Records shown —
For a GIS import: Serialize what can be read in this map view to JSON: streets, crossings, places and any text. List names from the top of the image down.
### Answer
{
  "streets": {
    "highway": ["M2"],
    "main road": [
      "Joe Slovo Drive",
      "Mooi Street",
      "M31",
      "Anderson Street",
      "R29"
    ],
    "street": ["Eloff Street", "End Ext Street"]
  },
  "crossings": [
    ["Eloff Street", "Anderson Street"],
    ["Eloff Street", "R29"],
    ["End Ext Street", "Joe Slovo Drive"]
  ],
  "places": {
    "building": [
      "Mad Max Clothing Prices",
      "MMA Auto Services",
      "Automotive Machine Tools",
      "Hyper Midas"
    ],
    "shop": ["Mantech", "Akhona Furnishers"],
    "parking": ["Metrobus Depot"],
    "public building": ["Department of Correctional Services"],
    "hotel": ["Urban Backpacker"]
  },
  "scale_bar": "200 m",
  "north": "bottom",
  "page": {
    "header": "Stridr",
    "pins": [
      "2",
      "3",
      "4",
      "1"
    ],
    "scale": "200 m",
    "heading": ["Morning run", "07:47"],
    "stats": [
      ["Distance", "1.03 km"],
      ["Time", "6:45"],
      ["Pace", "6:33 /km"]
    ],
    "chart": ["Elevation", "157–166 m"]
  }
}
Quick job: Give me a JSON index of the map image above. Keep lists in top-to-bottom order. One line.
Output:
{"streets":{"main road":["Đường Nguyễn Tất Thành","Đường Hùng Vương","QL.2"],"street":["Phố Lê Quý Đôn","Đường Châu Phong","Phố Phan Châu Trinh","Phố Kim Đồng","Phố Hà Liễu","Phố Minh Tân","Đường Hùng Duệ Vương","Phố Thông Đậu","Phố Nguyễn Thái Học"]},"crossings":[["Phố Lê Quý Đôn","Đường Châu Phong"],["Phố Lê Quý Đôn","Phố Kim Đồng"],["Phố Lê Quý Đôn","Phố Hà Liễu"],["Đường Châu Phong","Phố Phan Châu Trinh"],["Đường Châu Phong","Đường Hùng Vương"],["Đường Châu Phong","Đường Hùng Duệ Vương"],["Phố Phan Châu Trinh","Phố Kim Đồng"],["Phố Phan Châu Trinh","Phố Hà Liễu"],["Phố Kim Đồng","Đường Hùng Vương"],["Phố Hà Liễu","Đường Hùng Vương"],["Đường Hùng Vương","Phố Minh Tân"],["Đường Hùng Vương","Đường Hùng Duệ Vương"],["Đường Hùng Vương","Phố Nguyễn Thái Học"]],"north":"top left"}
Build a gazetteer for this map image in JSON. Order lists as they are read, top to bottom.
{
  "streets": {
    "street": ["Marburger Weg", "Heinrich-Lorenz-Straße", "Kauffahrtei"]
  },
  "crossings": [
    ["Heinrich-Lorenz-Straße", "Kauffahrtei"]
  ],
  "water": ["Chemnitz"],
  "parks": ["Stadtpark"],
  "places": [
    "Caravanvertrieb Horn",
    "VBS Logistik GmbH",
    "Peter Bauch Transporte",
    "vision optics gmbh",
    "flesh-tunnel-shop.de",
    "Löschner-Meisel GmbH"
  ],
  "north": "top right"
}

Task requirements — Return every line of the data above in which "this" appears.

The completed task —
For a GIS import: Serialize what can be read in this map view to JSON: streets, crossings, places and any text. List names from the top of the image down.
Build a gazetteer for this map image in JSON. Order lists as they are read, top to bottom.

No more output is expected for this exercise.